Exercise requirements: Every entry needs to be written out again exactly, with its pictures removed.

+++

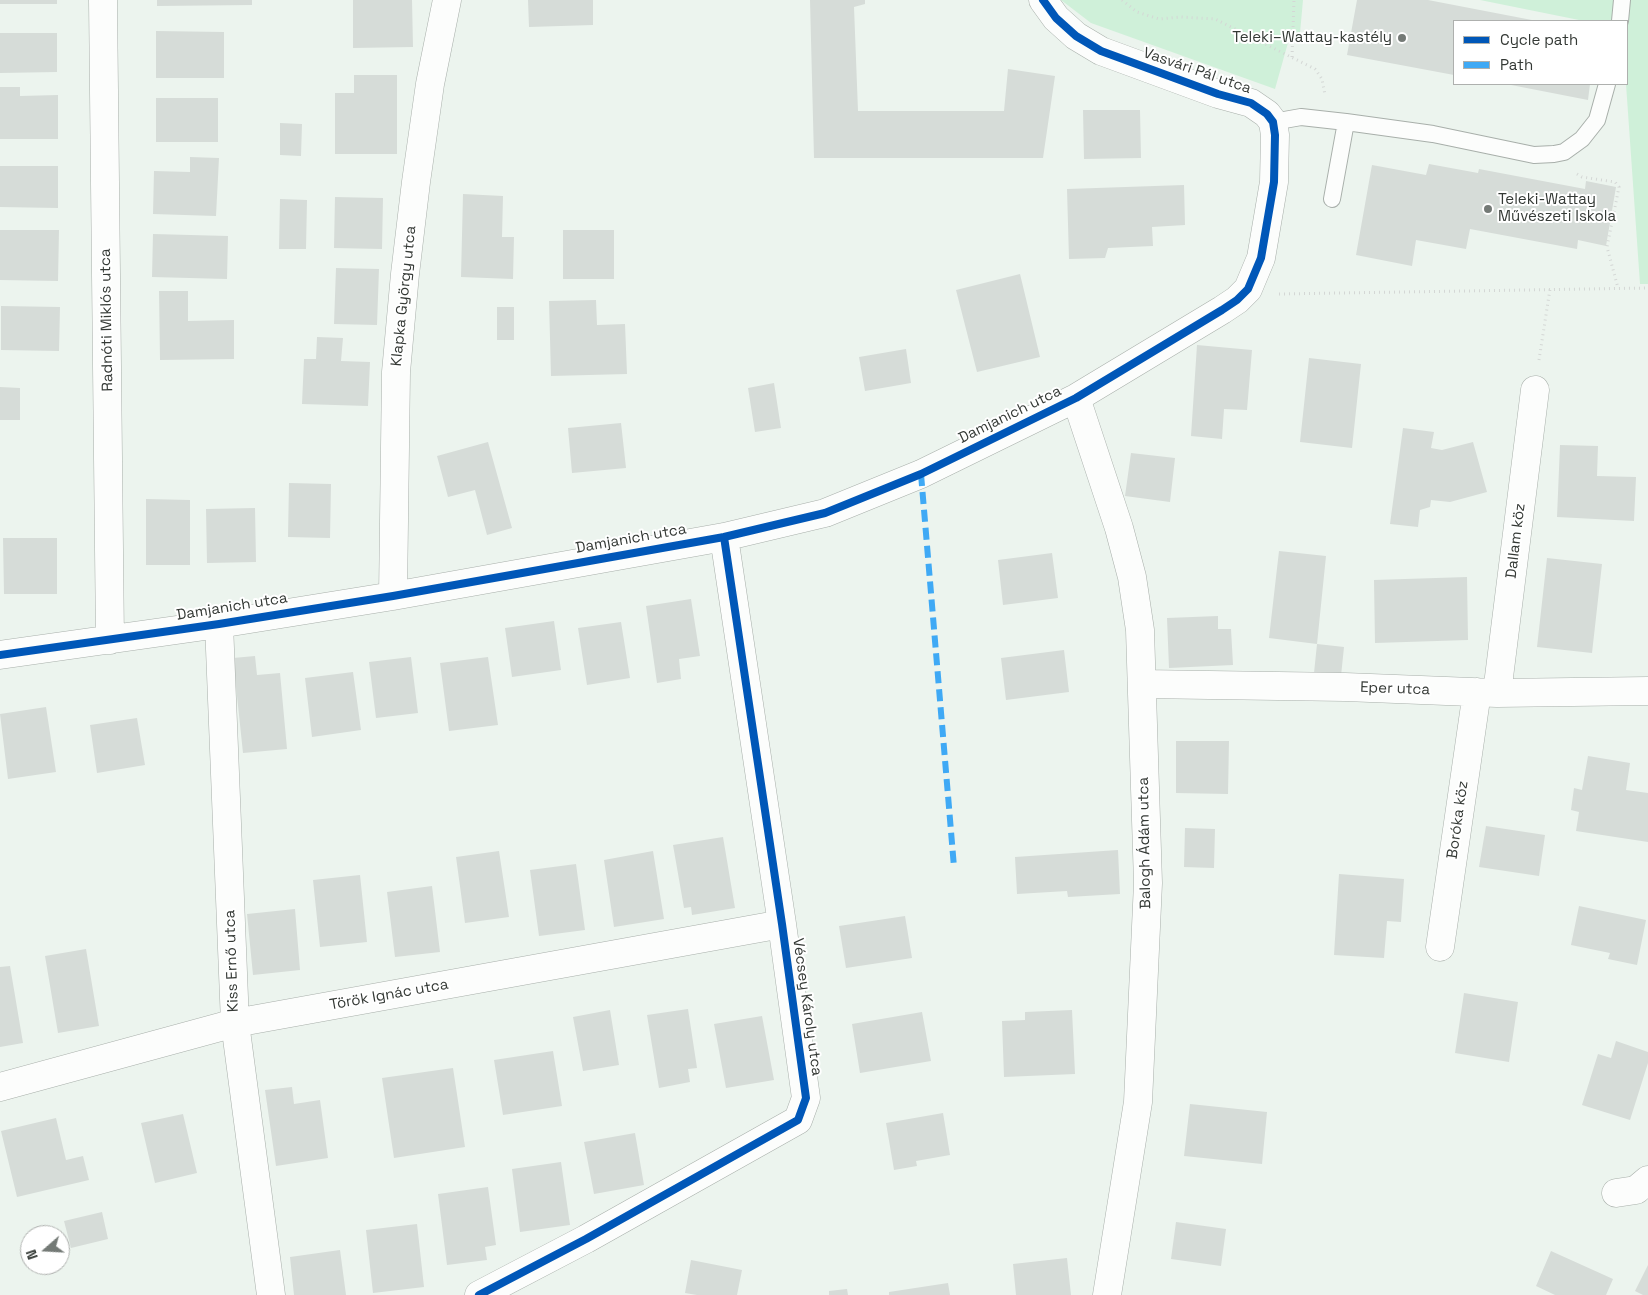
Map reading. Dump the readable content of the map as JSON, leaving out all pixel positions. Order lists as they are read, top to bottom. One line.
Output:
{"streets":{"street":["Vasvári Pál utca","Klapka György utca","Radnóti Miklós utca","Damjanich utca","Dallam köz","Eper utca","Boróka köz","Balogh Ádám utca","Kiss Ernő utca","Török Ignác utca","Vécsey Károly utca"]},"crossings":[["Klapka György utca","Damjanich utca"],["Radnóti Miklós utca","Damjanich utca"],["Damjanich utca","Balogh Ádám utca"],["Damjanich utca","Kiss Ernő utca"],["Damjanich utca","Vécsey Károly utca"],["Dallam köz","Eper utca"],["Dallam köz","Boróka köz"],["Eper utca","Boróka köz"],["Eper utca","Balogh Ádám utca"],["Kiss Ernő utca","Török Ignác utca"],["Török Ignác utca","Vécsey Károly utca"]],"places":["Teleki–Wattay-kastély","Teleki-Wattay Művészeti Iskola"],"legend":["Cycle path","Path"],"north":"left"}
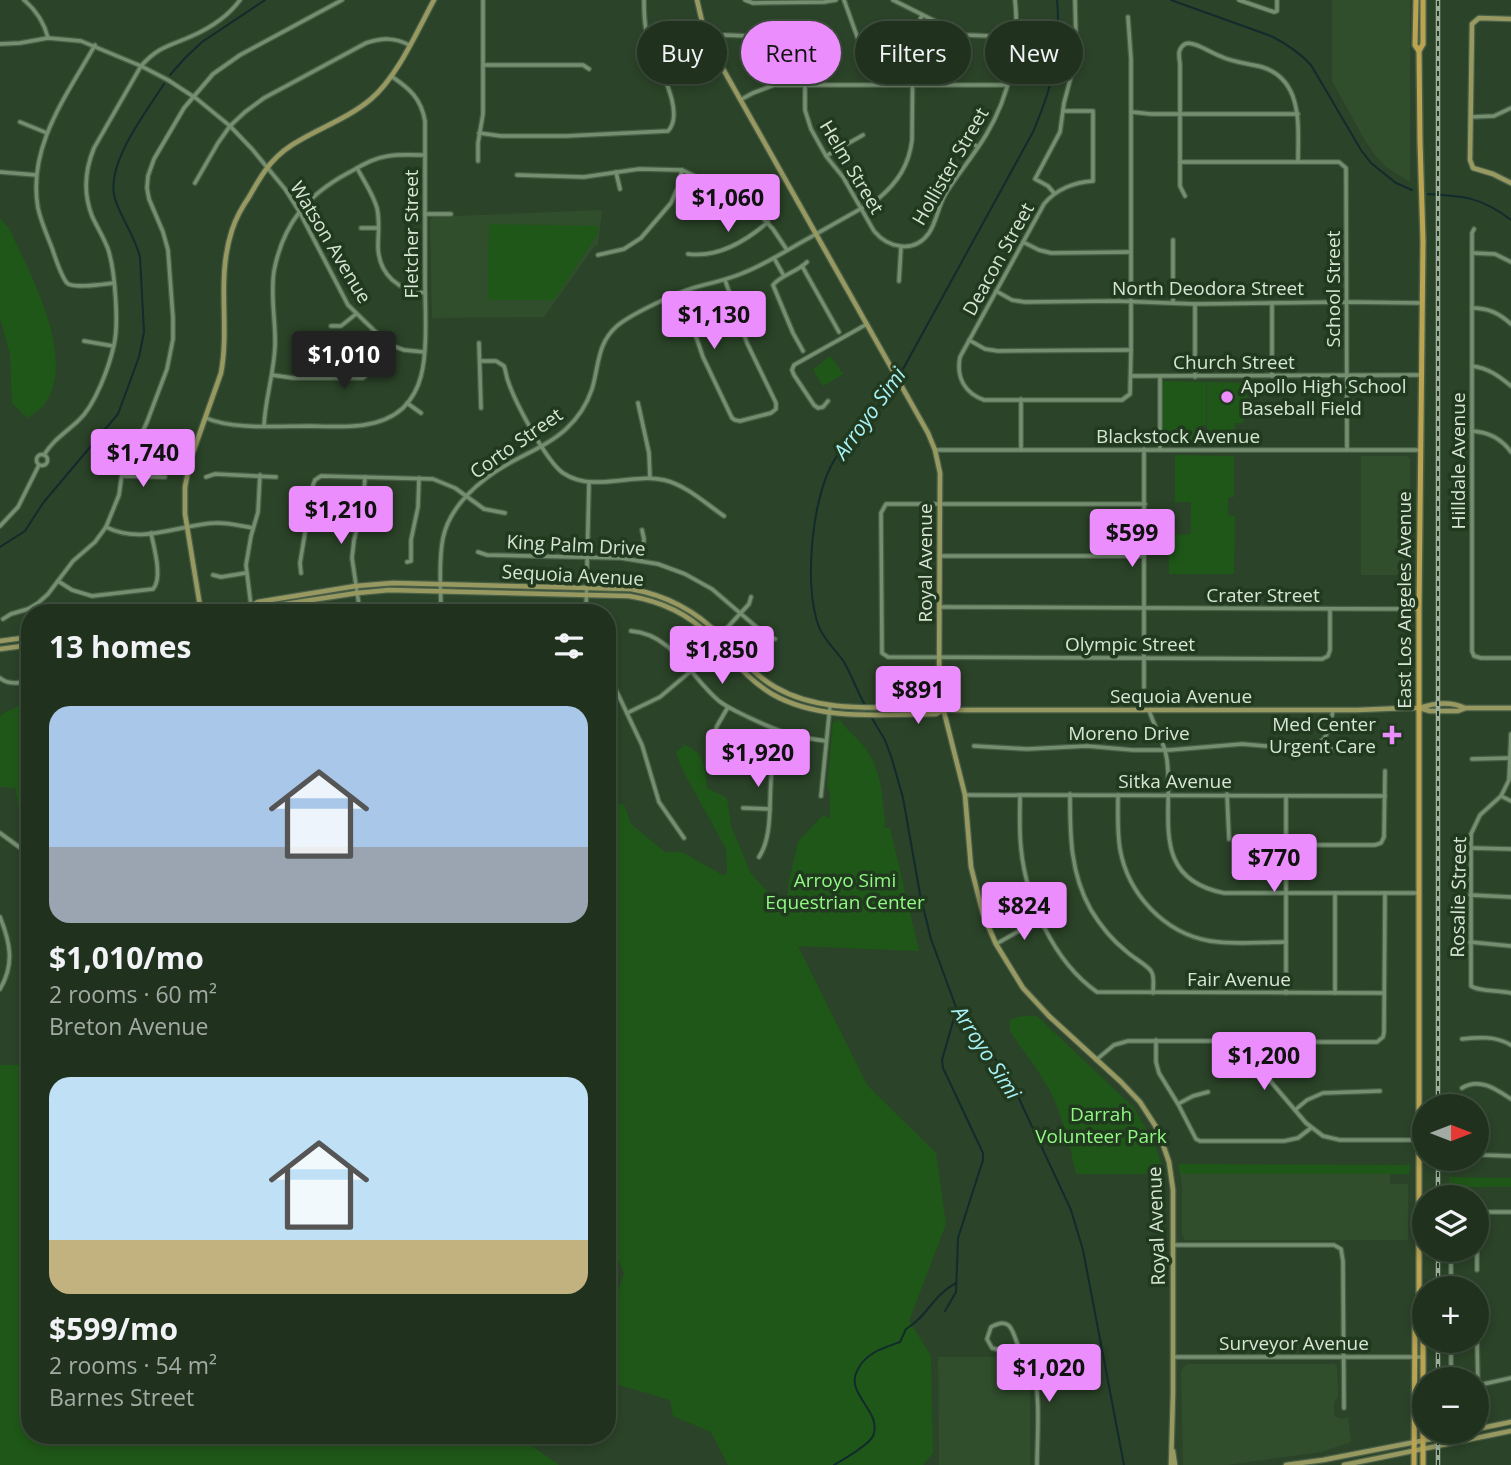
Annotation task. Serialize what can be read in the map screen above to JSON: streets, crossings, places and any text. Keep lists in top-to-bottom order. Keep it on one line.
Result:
{"streets":{"main road":["Royal Avenue","Sequoia Avenue","East Los Angeles Avenue"],"street":["Hollister Street","Helm Street","Fletcher Street","Watson Avenue","Deacon Street","North Deodora Street","School Street","Church Street","Blackstock Avenue","Corto Street","Hilldale Avenue","King Palm Drive","Crater Street","Olympic Street","Moreno Drive","Sitka Avenue","Rosalie Street","Fair Avenue","Surveyor Avenue"]},"crossings":[["Hollister Street","Helm Street"],["Helm Street","Corto Street"],["Deacon Street","North Deodora Street"],["North Deodora Street","School Street"],["North Deodora Street","East Los Angeles Avenue"],["School Street","Church Street"],["School Street","Blackstock Avenue"],["Church Street","East Los Angeles Avenue"],["Blackstock Avenue","Royal Avenue"],["Blackstock Avenue","East Los Angeles Avenue"],["Corto Street","Royal Avenue"],["Corto Street","Sequoia Avenue"],["Royal Avenue","Sequoia Avenue"],["Royal Avenue","Crater Street"],["Royal Avenue","Olympic Street"],["Royal Avenue","Sitka Avenue"],["Royal Avenue","Surveyor Avenue"],["Sequoia Avenue","East Los Angeles Avenue"],["Crater Street","East Los Angeles Avenue"],["Crater Street","Olympic Street"],["East Los Angeles Avenue","Surveyor Avenue"]],"water":["Arroyo Simi"],"parks":["Arroyo Simi Equestrian Center","Darrah Volunteer Park"],"places":{"other":["Apollo High School Baseball Field"],"health":["Med Center Urgent Care"]},"north":"right","page":{"chip":["Buy","Rent","Filters","New"],"price":["$1,060","$1,130","$1,010","$1,740","$1,210","$599","$1,850","$891","$1,920","$770","$824","$1,200","$1,020"],"heading":"13 homes","list":[{"name":"$1,010/mo","note":"2 rooms · 60 m² · Breton Avenue"},{"name":"$599/mo","note":"2 rooms · 54 m² · Barnes Street"}],"map_buttons":["+","−"]}}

+++

Written response:
Map reading. Dump the readable content of the map as JSON, leaving out all pixel positions. Order lists as they are read, top to bottom. One line.
Output:
{"streets":{"street":["Vasvári Pál utca","Klapka György utca","Radnóti Miklós utca","Damjanich utca","Dallam köz","Eper utca","Boróka köz","Balogh Ádám utca","Kiss Ernő utca","Török Ignác utca","Vécsey Károly utca"]},"crossings":[["Klapka György utca","Damjanich utca"],["Radnóti Miklós utca","Damjanich utca"],["Damjanich utca","Balogh Ádám utca"],["Damjanich utca","Kiss Ernő utca"],["Damjanich utca","Vécsey Károly utca"],["Dallam köz","Eper utca"],["Dallam köz","Boróka köz"],["Eper utca","Boróka köz"],["Eper utca","Balogh Ádám utca"],["Kiss Ernő utca","Török Ignác utca"],["Török Ignác utca","Vécsey Károly utca"]],"places":["Teleki–Wattay-kastély","Teleki-Wattay Művészeti Iskola"],"legend":["Cycle path","Path"],"north":"left"}
Annotation task. Serialize what can be read in the map screen above to JSON: streets, crossings, places and any text. Keep lists in top-to-bottom order. Keep it on one line.
Result:
{"streets":{"main road":["Royal Avenue","Sequoia Avenue","East Los Angeles Avenue"],"street":["Hollister Street","Helm Street","Fletcher Street","Watson Avenue","Deacon Street","North Deodora Street","School Street","Church Street","Blackstock Avenue","Corto Street","Hilldale Avenue","King Palm Drive","Crater Street","Olympic Street","Moreno Drive","Sitka Avenue","Rosalie Street","Fair Avenue","Surveyor Avenue"]},"crossings":[["Hollister Street","Helm Street"],["Helm Street","Corto Street"],["Deacon Street","North Deodora Street"],["North Deodora Street","School Street"],["North Deodora Street","East Los Angeles Avenue"],["School Street","Church Street"],["School Street","Blackstock Avenue"],["Church Street","East Los Angeles Avenue"],["Blackstock Avenue","Royal Avenue"],["Blackstock Avenue","East Los Angeles Avenue"],["Corto Street","Royal Avenue"],["Corto Street","Sequoia Avenue"],["Royal Avenue","Sequoia Avenue"],["Royal Avenue","Crater Street"],["Royal Avenue","Olympic Street"],["Royal Avenue","Sitka Avenue"],["Royal Avenue","Surveyor Avenue"],["Sequoia Avenue","East Los Angeles Avenue"],["Crater Street","East Los Angeles Avenue"],["Crater Street","Olympic Street"],["East Los Angeles Avenue","Surveyor Avenue"]],"water":["Arroyo Simi"],"parks":["Arroyo Simi Equestrian Center","Darrah Volunteer Park"],"places":{"other":["Apollo High School Baseball Field"],"health":["Med Center Urgent Care"]},"north":"right","page":{"chip":["Buy","Rent","Filters","New"],"price":["$1,060","$1,130","$1,010","$1,740","$1,210","$599","$1,850","$891","$1,920","$770","$824","$1,200","$1,020"],"heading":"13 homes","list":[{"name":"$1,010/mo","note":"2 rooms · 60 m² · Breton Avenue"},{"name":"$599/mo","note":"2 rooms · 54 m² · Barnes Street"}],"map_buttons":["+","−"]}}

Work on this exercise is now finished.